A component is a self-contained unit of functionality, often in the form of a class or object, that represents a piece of an overall system or application. A subcomponent, on the other hand, is a smaller, simpler component that is used as part of a larger component. A subcomponent is typically used to break down a larger component into smaller, more manageable pieces, and is often used to create reusable building blocks for larger components. In other words, a subcomponent is a component that is used by another component.

20 years?
In 20 years I'll still be alive and enjoying myself. Does 20 years seem long to you?
it seems a bit long for achieving just running your own AI models locally, given it seems to be largely a question of vram and that you already _could_ do it today with a handful of graphic cards.

20y ago we had the GeForce Ti4400, current graphics cards now come with 100x the vram and 50-60x the bandwidth.

That's one hell of an assumption. Many of my Russian friends were absolutely certain they'll be alive and well for at least the next 20 years not that long ago.
Sure, they will be alive if not come to Ukraine.
If I'm dead then being able to run an AI locally doesn't matter anyway
Two or three top GPUs? Thats basically nothing for a professinal project or even an investeded hobby
Datasets.

The one with the largest, most personal, most obtrusive, invasive dataset will probably win.

The one that has absorbed every podcast, every youtube video, every close-caption text in existence, will have the most "complete" answers.

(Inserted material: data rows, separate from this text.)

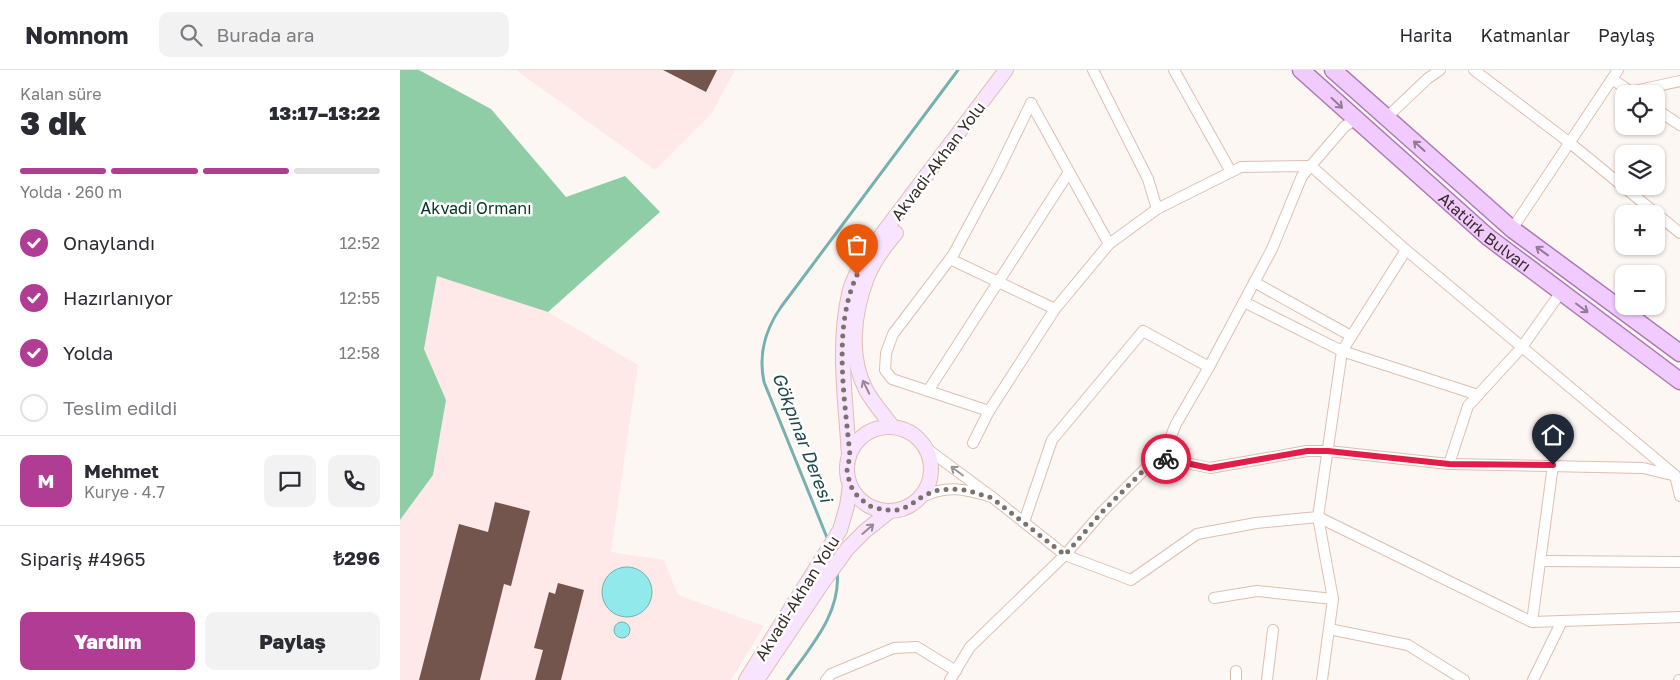 <!DOCTYPE html>
<html lang="tr">
<meta charset="utf-8">
<style>
body{margin:0;font-family:"Golos Text",sans-serif;background:#f2f2f3;color:#2b2b33;height:100vh;display:flex;flex-direction:column;font-size:19px;white-space:nowrap}
*{box-sizing:border-box;margin:0}
p{font-size:16px;color:#7c7c81}
.icon{flex:none;width:28px;height:28px;fill:none;stroke:currentColor;stroke-width:2;stroke-linecap:round;stroke-linejoin:round}
.map{position:relative;flex:1;overflow:hidden}
.drawer{display:flex;flex-direction:column;background:#fff;width:400px}
.drawer>*{flex:none}
.controls{position:absolute;left:1215px;top:15px;display:grid;gap:10px}
.controls a{display:grid;place-items:center;width:50px;height:50px;border-radius:10px;background:#fff;box-shadow:0 1px 4px #0004;font-size:25px}
.pin{position:absolute;display:grid;place-items:center;width:42px;height:42px;color:#fff;margin:-51px -21px;border-radius:50% 50% 50% 0;rotate:-45deg;box-shadow:0 0 5px #0007}
.pin .icon{rotate:45deg}
.courier{position:absolute;display:grid;place-items:center;width:50px;height:50px;margin:-25px;border:4px solid #e11d48;border-radius:50%;background:#fff;color:#222;box-shadow:0 1px 6px #0007}
.head em{font-style:normal;font-weight:800}
.head div{display:flex;flex-direction:column-reverse}
.head{display:flex;align-items:center;justify-content:space-between;height:85px;padding:0 20px}
h1{font-size:32px;font-weight:800;line-height:38px}
.bar{display:grid;grid-template-columns:repeat(4,1fr);gap:8px 5px;align-content:center;height:60px;padding:0 20px}
.bar i{height:6px;border-radius:4px;background:#e1e1e2}
.bar .on{background:#b03c94}
.bar p{grid-column:span 4}
.line{display:flex;align-items:center;gap:12px;padding:0 20px;border-top:1px solid #e1e1e2}
.line div{flex:1}
.round{display:grid;place-items:center;flex:none;width:52px;height:52px;border-radius:10px;background:#f2f2f3}
ol{padding:0 20px;list-style:none}
li{display:flex;align-items:center;gap:15px;height:55px}
li p{margin-inline-start:auto}
li .icon{padding:5px;border-radius:50%;background:#b03c94;color:#fff;stroke-width:4}
li:last-child{color:#7c7c81}
li i{width:28px;height:28px;border:2px solid #e1e1e2;border-radius:50%}
.cta{display:flex;gap:10px;margin-top:auto;padding:10px 20px}
.cta a{flex:1;height:58px;border-radius:10px;background:#b03c94;color:#fff;font-size:20px;font-weight:800;line-height:58px;text-align:center}
.cta a+a{background:#f2f2f3;color:#2b2b33}
header{display:flex;align-items:center;gap:30px;box-sizing:border-box;height:70px;padding:0 25px;background:#fff;border-bottom:1px solid #e1e1e2}
header strong{font-size:24px}
nav{display:flex;gap:28px;margin-inline-start:auto;font-size:18px}
.search{width:350px;height:45px;background:#f2f2f3;display:flex;align-items:center;gap:12px;box-sizing:border-box;padding:0 18px;border-radius:10px;color:#7c7c81;font-size:19px}
main{display:flex;flex:1;min-height:0}
.map>svg:first-child{display:block}
.industrial{fill:#fee8e8}
.forest{fill:#8ecda6}
.water{fill:#91e9eb;stroke:#76b0b0}
.lines{fill:none;stroke-linecap:round;stroke-linejoin:round}
.stream{stroke:#76b0b0;stroke-width:3}
.building{fill:#73554e}
.street-casing{stroke:#debfaf;stroke-width:12}
.secondary-casing{stroke:#debfaf;stroke-width:16}
.primary-casing{stroke:#aa7bb3;stroke-width:19}
.street{stroke:#fff;stroke-width:10}
.secondary{stroke:#f8e4ff;stroke-width:14}
.primary{stroke:#f1caff;stroke-width:16}
.oneway{stroke:#947a92}
.oneway2{stroke:#988892}
.oneway3{stroke:#9b9592}
.done{stroke:#7c726d;stroke-width:5;stroke-dasharray:0 9}
.route{stroke:#e11d48;stroke-width:6}
.labels{text-anchor:middle;dominant-baseline:central;stroke-width:5;stroke-linejoin:round;paint-order:stroke}
.street-label{font-size:16px;fill:#372b25;stroke:#fff}
.park-label{font-size:16px;fill:#02361e;stroke:#fff}
.water-label{font-size:18px;font-style:italic;fill:#20494b;stroke:#fff}
</style>
<header>
<strong>Nomnom</strong>
<div class="search"><svg class="icon" aria-label="search" viewBox="0 0 24 24"><circle cx="10" cy="10" r="6"/><path d="M15 15l6 6"/></svg>Burada ara</div>
<nav><a>Harita</a><a>Katmanlar</a><a>Paylaş</a></nav>
</header>
<main>
<section class="drawer">
<div class="head"><div><h1>3 dk</h1><p>Kalan süre</p></div><em>13:17–13:22</em></div>
<div class="bar"><i class="on"></i><i class="on"></i><i class="on"></i><i></i><p>Yolda · 260 m</p></div>
<ol>
<li><svg class="icon" aria-label="check" viewBox="0 0 24 24"><path d="M5 12l5 5 9-10"/></svg>Onaylandı<p>12:52</p></li>
<li><svg class="icon" aria-label="check" viewBox="0 0 24 24"><path d="M5 12l5 5 9-10"/></svg>Hazırlanıyor<p>12:55</p></li>
<li><svg class="icon" aria-label="check" viewBox="0 0 24 24"><path d="M5 12l5 5 9-10"/></svg>Yolda<p>12:58</p></li>
<li><i></i>Teslim edildi</li>
</ol>
<div class="line" style="height:90px"><b class="round" style="background:#b03c94;color:#fff">M</b><div><b>Mehmet</b><p>Kurye · 4.7</p></div><a class="round"><svg class="icon" aria-label="chat" viewBox="0 0 24 24"><path d="M4 5h16v11H9l-5 4z"/></svg></a><a class="round"><svg class="icon" aria-label="phone" viewBox="0 0 24 24"><path d="M5 4h4l2 5-3 2q2 4 5 5l2-3 5 2v4C11 20 4 13 5 4z"/></svg></a></div>
<div class="line" style="height:65px"><div>Sipariş #4965</div><b>₺296</b></div>
<div class="cta"><a>Yardım</a><a>Paylaş</a></div>
</section>
<div class="map">
<svg width="1280" height="610" viewBox="0 0 1280 610">
<rect width="100%" height="100%" fill="#fdf7f3"/>
<g class="industrial">
<path d="M116,0H335L312,43L255,100Z"/>
<path d="M37,205L148,242L238,295L211,482L264,490L278,525L364,556L331,610H0V450L33,405L46,330L24,279Z"/>
</g>
<path class="forest" d="M0,0H19L91,39L166,127L225,106L260,142L148,242L37,206L24,279L46,330L33,405L0,450Z"/>
<g class="water">
<circle cx="227" cy="522" r="25"/>
<circle cx="222" cy="560" r="8"/>
</g>
<g class="lines">
<g class="stream">
<path d="M428,470L364,312C358,284 365,260 381,237L558,0"/>
<path d="M387,610C410,577 442,543 437,500"/>
</g>
</g>
<g class="building">
<path d="M263,0H317L306,22Z"/>
<path d="M95,432L130,441L111,516L104,514L80,610H19L59,454L88,462Z"/>
<path d="M158,513L184,520L161,610H135L143,580L134,578L149,522L155,524Z"/>
</g>
<g class="lines">
<defs>
<g id="street">
<path d="M693,0L748,109L757,139"/>
<path d="M774,0L831,102"/>
<path d="M1074,0L1170,73L1280,163"/>
<path d="M1212,9L1234,24"/>
<path d="M1230,22L1280,11"/>
<path d="M631,33L709,174"/>
<path d="M1256,39L1280,55"/>
<path d="M987,47L1027,9L1040,0"/>
<path d="M1112,159L1218,0"/>
<path d="M550,189L655,239"/>
<path d="M854,212L951,266"/>
<path d="M844,232L942,281L1078,325"/>
<path d="M528,321L669,102"/>
<path d="M589,341L492,309L485,300L486,283L493,264L553,185L597,103L631,33"/>
<path d="M573,373L589,341L655,239L709,174L757,139L841,97L911,96L1006,180L1275,405L1280,426"/>
<path d="M762,388L810,398L907,381H928L1049,394L1243,398L1272,405"/>
<path d="M1049,394L1068,336L1122,277L1161,222"/>
<path d="M592,427L665,485L731,510L797,464L856,453L918,447L1132,552L1280,547"/>
<path d="M520,428C547,414 564,419 592,427L526,378"/>
<path d="M624,452L652,370L743,261L809,297"/>
<path d="M1141,491L1280,492"/>
<path d="M814,528L857,521L933,529"/>
<path d="M1132,552L1153,395"/>
<path d="M929,559L1008,575L1064,610"/>
<path d="M426,610L431,604L494,578L517,577L556,601"/>
<path d="M550,610L570,577L665,485L702,442L751,393L762,388L776,354L809,297L872,179L902,106L945,56L955,50"/>
<path d="M836,610V601"/>
<path d="M867,610L873,560"/>
<path d="M922,610L933,529L918,447L942,281L1006,180"/>
<path d="M1133,610L1162,551"/>
<path d="M1279,610H1280"/>
</g>
<g id="secondary">
<path d="M493,357C484,345 473,333 466,320C448,286 454,242 467,208C473,192 485,176 496,163"/>
<circle cx="489" cy="399" r="42"/>
<path d="M449,386C446,332 437,277 449,224C451,212 459,200 464,188L606,0"/>
<path d="M346,610L440,460L447,436L450,415"/>
<path d="M357,610L423,512L448,478L465,461L490,441"/>
</g>
<g id="primary">
<path id="s1" d="M901,0L1088,167L1280,311"/>
<path d="M933,0L1112,159L1280,283"/>
</g>
</defs>
<use href="#street" class="street-casing"/>
<use href="#secondary" class="secondary-casing"/>
<use href="#primary" class="primary-casing"/>
<use href="#street" class="street"/>
<use href="#secondary" class="secondary"/>
<use href="#primary" class="primary"/>
</g>
<defs><path id="oneway-shaft" d="M-6 0H5M1.5-3L5.5 0L1.5 3" fill="none" stroke-width="1.6" stroke-linecap="round" stroke-linejoin="round" transform="scale(1.25)"/></defs>
<g class="oneway">
<use href="#oneway-shaft" transform="translate(937 33) rotate(43)"/>
<use href="#oneway-shaft" transform="translate(1019 76) rotate(-138)"/>
<use href="#oneway-shaft" transform="translate(1142 181) rotate(-144)"/>
<use href="#oneway-shaft" transform="translate(1182 238) rotate(37)"/>
</g>
<g class="oneway2">
<use href="#oneway-shaft" transform="translate(466 317) rotate(-116)"/>
<use href="#oneway-shaft" transform="translate(468 459) rotate(-41)"/>
</g>
<use class="oneway3" href="#oneway-shaft" transform="translate(557 401) rotate(-143)"/>
<g class="lines">
<path class="done" d="M457,205C432,259 445,329 450,386L447,400L450,415L458,427L470,436L483,440H497L509,436L520,428L534,421L549,419L566,420L592,428L665,485L702,442L751,393L762,388L766,389"/>
<path class="route" d="M766,389L810,398L907,381H928L1049,394L1153,395"/>
</g>
<g class="labels">
<g class="street-label">
<text transform="translate(538 91) rotate(-53)">Akvadi-Akhan Yolu</text>
<text stroke="none"><textPath href="#s1" startOffset="245">Atatürk Bulvarı</textPath></text>
<text transform="translate(397 528) rotate(-58)">Akvadi-Akhan Yolu</text>
</g>
<g class="park-label">
<text x="76" y="138">Akvadi Ormanı</text>
</g>
<g class="water-label">
<text transform="translate(403 367) rotate(69)">Gökpınar Deresi</text>
</g>
</g>
</svg>
<div class="controls">
<a><svg class="icon" aria-label="locate" viewBox="0 0 24 24"><circle cx="12" cy="12" r="6"/><path d="M12 2v4M12 18v4M2 12h4M18 12h4"/></svg></a>
<a><svg class="icon" aria-label="layers" viewBox="0 0 24 24"><path d="M12 4l9 5-9 5-9-5zM3 14l9 5 9-5"/></svg></a>
<a>+</a>
<a>−</a>
</div>
<div class="pin" style="left:457px;top:205px;background:#ea580c"><svg class="icon" aria-label="bag" viewBox="0 0 24 24"><path d="M5 8h14l-1 12H6zM9 8a3 3 0 0 1 6 0"/></svg></div>
<div class="pin" style="left:1153px;top:395px;background:#1f2937"><svg class="icon" aria-label="home" viewBox="0 0 24 24"><path d="M3 11l9-7 9 7M6 9v11h12V9"/></svg></div>
<div class="courier" style="left:766px;top:389px"><svg class="icon" aria-label="bike" viewBox="0 0 24 24"><circle cx="6" cy="16" r="4"/><circle cx="18" cy="16" r="4"/><path d="M6 16l4-8h5l3 8M10 8l3 8H6M13 5h3"/></svg></div>
</div>
</main>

Hidden datasets can be replaced with model predictions collected from a public API. So they can be "exfiltrated" from the trained model. And we already maxed out on the accessible online text and the good quality sources.

What is going to make a difference is running models to generate more text for training, because relying on humans alone doesn't scale. For example we could be using LLMs to do brute force problem solving and then fine-tuning on solutions.

AlphaZero is the shining example of a model trained on its own generated data and surpassing us at our own game. The self generated data approach has potential to reach super human levels of performance.

How about illegal datasets like all the phone calls the NSA has been collecting domestically? Someone is going to train a private ChatGPT with that for queries.
Only legally gathered, absolutely "white" datasets could win, because gray/black methods of gathering lack feedback.

You have not methods to ensure, if gray/black really gather data or they faked it.